++++ RECORDS TO PROCESS ++++
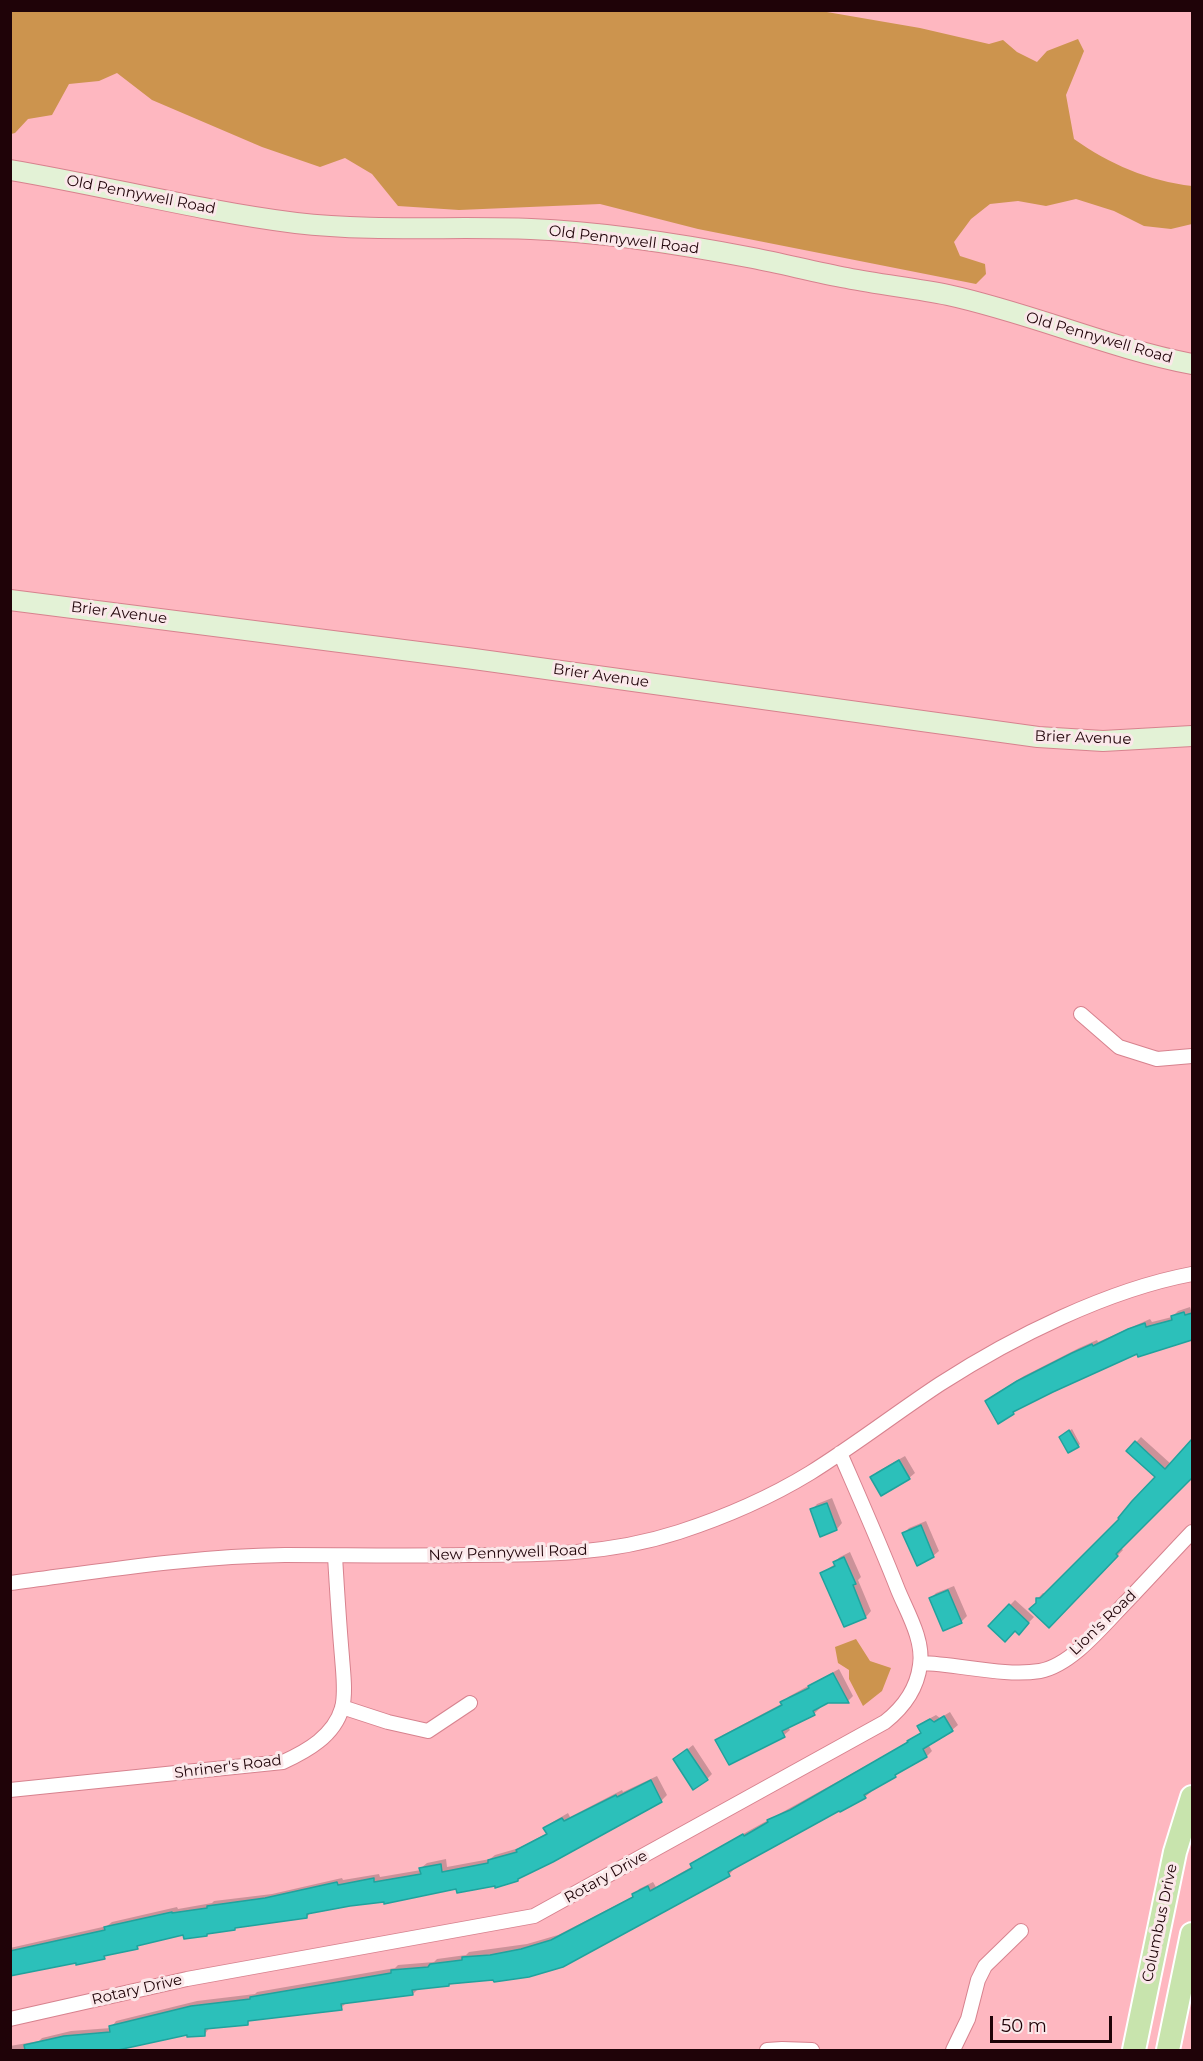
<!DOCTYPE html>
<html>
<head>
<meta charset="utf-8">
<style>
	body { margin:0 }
	#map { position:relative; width:1203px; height:2061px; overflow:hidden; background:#feb7c0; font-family:Montserrat,sans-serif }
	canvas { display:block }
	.frame { position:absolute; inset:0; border:12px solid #1f0308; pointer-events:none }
	.scale { position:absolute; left:990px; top:2016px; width:122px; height:27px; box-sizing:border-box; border:3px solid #1f0308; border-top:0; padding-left:8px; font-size:18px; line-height:21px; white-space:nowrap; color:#1f0308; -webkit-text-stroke:4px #fbe8ea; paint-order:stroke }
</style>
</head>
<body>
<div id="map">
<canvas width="1203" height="2061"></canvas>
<div class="frame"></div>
<div class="scale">50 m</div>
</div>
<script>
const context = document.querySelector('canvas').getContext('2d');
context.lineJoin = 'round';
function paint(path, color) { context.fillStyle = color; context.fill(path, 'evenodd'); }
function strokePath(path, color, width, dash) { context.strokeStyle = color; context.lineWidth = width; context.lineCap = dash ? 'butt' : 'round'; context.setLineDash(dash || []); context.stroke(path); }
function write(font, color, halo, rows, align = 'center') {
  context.font = font + ' Montserrat,sans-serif'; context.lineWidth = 6; context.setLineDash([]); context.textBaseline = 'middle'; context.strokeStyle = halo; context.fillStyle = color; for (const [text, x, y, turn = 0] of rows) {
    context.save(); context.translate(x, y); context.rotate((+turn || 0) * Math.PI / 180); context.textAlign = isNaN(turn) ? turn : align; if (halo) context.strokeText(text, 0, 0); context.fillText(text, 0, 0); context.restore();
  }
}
paint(new Path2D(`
	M11,10L821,11L920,28L989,44L1003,40L1017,52L1037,62L1047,51L1078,39L1084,51L1066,95L1074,139C1109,164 1149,181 1192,186V224L1171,229L1144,226L1114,211L1076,199L1046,206L1018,201L990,204L971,219L954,242L960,256L985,264L986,274L976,284L698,229L600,204L459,210L398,206L372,174L345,158L320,167L262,147L152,100L117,73L99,81L69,84L52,115L28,119L15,133L11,134Z
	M856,1639L870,1661L891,1668L882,1691L863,1706L849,1679V1670L838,1663L835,1647Z`), '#cc944e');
paint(new Path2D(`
	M1190,1307L1191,1310H1192V1339L1139,1355L1138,1352L1018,1409L1013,1413L986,1401L992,1396L1024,1376L1079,1348L1097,1340L1098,1342L1150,1319L1152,1322L1172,1317L1178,1311Z
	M1072,1429L1080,1444L1078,1446L1063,1435Z
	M1141,1437L1171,1464L1192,1441V1476L1120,1547L1123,1550L1049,1626L1037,1603V1599L1043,1593L1047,1594L1121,1519L1157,1477L1128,1451Z
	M905,1456L915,1473L909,1478L872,1477L877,1472Z
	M832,1498L842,1523L837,1529L821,1535L812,1510L817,1504Z
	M926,1521L939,1551L933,1556L904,1533L909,1528Z
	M850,1552L861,1577L858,1580L871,1611L866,1617L845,1625L822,1573L835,1564L834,1562L840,1557Z
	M954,1586L967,1616L961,1622L931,1598L936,1593Z
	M1015,1600L1034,1617L1019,1633L1015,1629L990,1626Z
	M839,1669L853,1696L848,1701L828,1702L819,1707L820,1708L814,1714L788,1727L790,1730L784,1735L730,1763L717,1740L723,1735L783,1703L788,1697Z
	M950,1712L958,1725L952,1730L928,1744L932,1751L927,1756L870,1790L871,1792L865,1797L733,1867L734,1869L729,1875L495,1979L419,1988L413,1994L347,2002L341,2008L251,2019L247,2023L210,2027L205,2034L188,2033L113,2050H10V2046L39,2041L42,2038L71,2031L111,2028L116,2021L197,2001L255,1994L257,1992L395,1968L398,1965L434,1962L437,1959L466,1955L469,1952L527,1944L558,1935L634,1896L639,1889L653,1882L656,1887L693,1866L692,1864L698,1859L898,1748L922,1732L919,1727L925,1721L936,1715L940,1718Z
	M693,1745L712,1774L707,1779L675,1759Z
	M657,1776L667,1795L661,1801L521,1876L517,1880L457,1887L311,1912L307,1917L184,1934L141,1943L137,1947L107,1954L104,1957L10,1975V1948L107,1926L112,1922L177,1907L178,1909L212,1903L214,1901L272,1894L342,1878L343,1880L379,1874L380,1877L421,1870V1868L427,1863L446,1859L447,1867L490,1859L495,1855L519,1848L547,1833L545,1829L551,1823L568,1813L570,1817L622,1790L623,1792Z`), '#0003');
const building = new Path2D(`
	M1184,1312L1185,1315L1192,1313V1340L1138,1357L1137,1354L1053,1392L1013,1412L1014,1414L998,1424L985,1401L1017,1381L1072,1353L1092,1344L1093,1346L1128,1329L1145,1323L1146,1327L1172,1320L1171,1316Z
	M1069,1430L1079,1447L1068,1453L1059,1437Z
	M1192,1439V1478L1116,1554L1118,1556L1049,1628L1029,1609L1036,1603V1598H1040L1119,1519L1118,1518L1132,1501L1155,1477L1126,1451L1135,1441L1165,1469Z
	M899,1460L910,1479L881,1496L870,1477Z
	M827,1503L837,1530L820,1537L810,1509Z
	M921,1525L934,1557L917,1566L902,1533Z
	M844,1557L856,1584L853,1585L866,1618L844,1627L820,1573L835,1566L833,1562Z
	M948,1590L962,1623L943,1631L929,1598Z
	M1009,1604L1029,1623L1019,1635L1015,1631L1005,1642L988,1626Z
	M833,1673L849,1703H828L813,1711L815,1715L782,1731L785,1737L729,1765L715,1740L782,1705L780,1702L809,1688L808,1686Z
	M944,1716L953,1731L923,1749L927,1757L895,1775L896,1777L864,1795L866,1798L840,1812L839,1811L770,1849L728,1872L730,1876L563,1967L529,1977L494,1982L493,1980L449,1984V1986L412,1990L413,1995L341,2004L342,2010L248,2021V2025L205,2029V2036L187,2037V2035L118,2050H25L24,2045L64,2036L110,2032L109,2026L191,2006L250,1999V1997L391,1973V1970L428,1967L430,1964L462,1960V1957L490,1955L521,1949L551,1940L633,1897L632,1894L648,1886L650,1891L692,1868L690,1864L743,1834L744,1836L768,1822L767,1820L790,1810L908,1742L907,1741L921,1733L917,1726L930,1719L934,1722Z
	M687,1749L708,1780L693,1790L673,1759Z
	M651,1780L662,1802L553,1862L518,1879V1881L495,1888V1886L457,1893L456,1889L384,1904V1902L350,1906L307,1914V1918L235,1928V1930L207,1934V1936L184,1939L183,1935L137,1946L138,1949L104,1956L105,1959L76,1965V1963L10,1976V1951L105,1930L104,1927L172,1912V1913L207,1908V1906L265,1898L337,1882L338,1885L374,1878V1882L421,1874L419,1868L441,1864L442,1872L488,1863V1860L517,1852L516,1850L547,1834L543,1828L562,1818L564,1821L616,1795L617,1797Z`);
paint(building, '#2cc0ba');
strokePath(building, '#20a29d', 1.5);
const street = new Path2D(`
	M1081,1014L1119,1047L1157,1059L1192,1056
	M10,1583C102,1571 193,1556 285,1555C346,1555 407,1556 468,1555C541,1555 608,1555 679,1532C725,1517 769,1498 810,1473C855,1445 896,1413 940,1384C1013,1337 1107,1290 1192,1274
	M921,1663C959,1664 1004,1677 1040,1671C1073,1665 1106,1622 1129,1599C1150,1577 1171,1554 1192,1532
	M342,1707L388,1722L428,1731L470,1703
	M10,1790L283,1762C307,1751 334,1736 342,1708C346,1693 343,1672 342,1657C339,1623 337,1590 335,1556
	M10,2019L187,1979L534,1916L885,1722C904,1707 917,1689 920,1665C924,1640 907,1612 898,1590C880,1544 860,1499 840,1453
	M767,2050L782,2049L812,2050
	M953,2050L968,2019L978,1980L985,1966L1021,1931`);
const secondary = new Path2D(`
	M10,170C106,186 200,211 296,223C374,232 453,226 531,229C605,232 680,244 753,258C784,264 815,272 847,278C881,285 915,288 948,295C1031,313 1109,348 1192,364
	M10,600L474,659L1038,737L1103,741L1192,736`);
const primary = new Path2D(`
	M1134,2050L1175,1852L1192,1797
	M1168,2050L1192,1934`);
strokePath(street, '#d7828e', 16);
strokePath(secondary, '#d7828e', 22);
strokePath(primary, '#fff', 26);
strokePath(street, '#fff', 14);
strokePath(secondary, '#e3f2d6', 20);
strokePath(primary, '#c8e4ad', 22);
write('15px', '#1f0308', '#fbe8ea', [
	["Old Pennywell Road",141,195,11],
	["Old Pennywell Road",624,240,7],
	["Old Pennywell Road",1099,338,16],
	["Brier Avenue",119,613,7],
	["Brier Avenue",601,676,8],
	["Brier Avenue",1083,738,2],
	["New Pennywell Road",508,1553,-2],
	["Lion's Road",1103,1623,-44],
	["Shriner's Road",228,1767,-7],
	["Rotary Drive",606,1877,-29],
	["Columbus Drive",1160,1923,-78],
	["Rotary Drive",137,1990,-13]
]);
</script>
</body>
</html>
++++
In the entries above, count every line containing the word "lineWidth". Write only the total.

• **WORKED SOLUTION**
2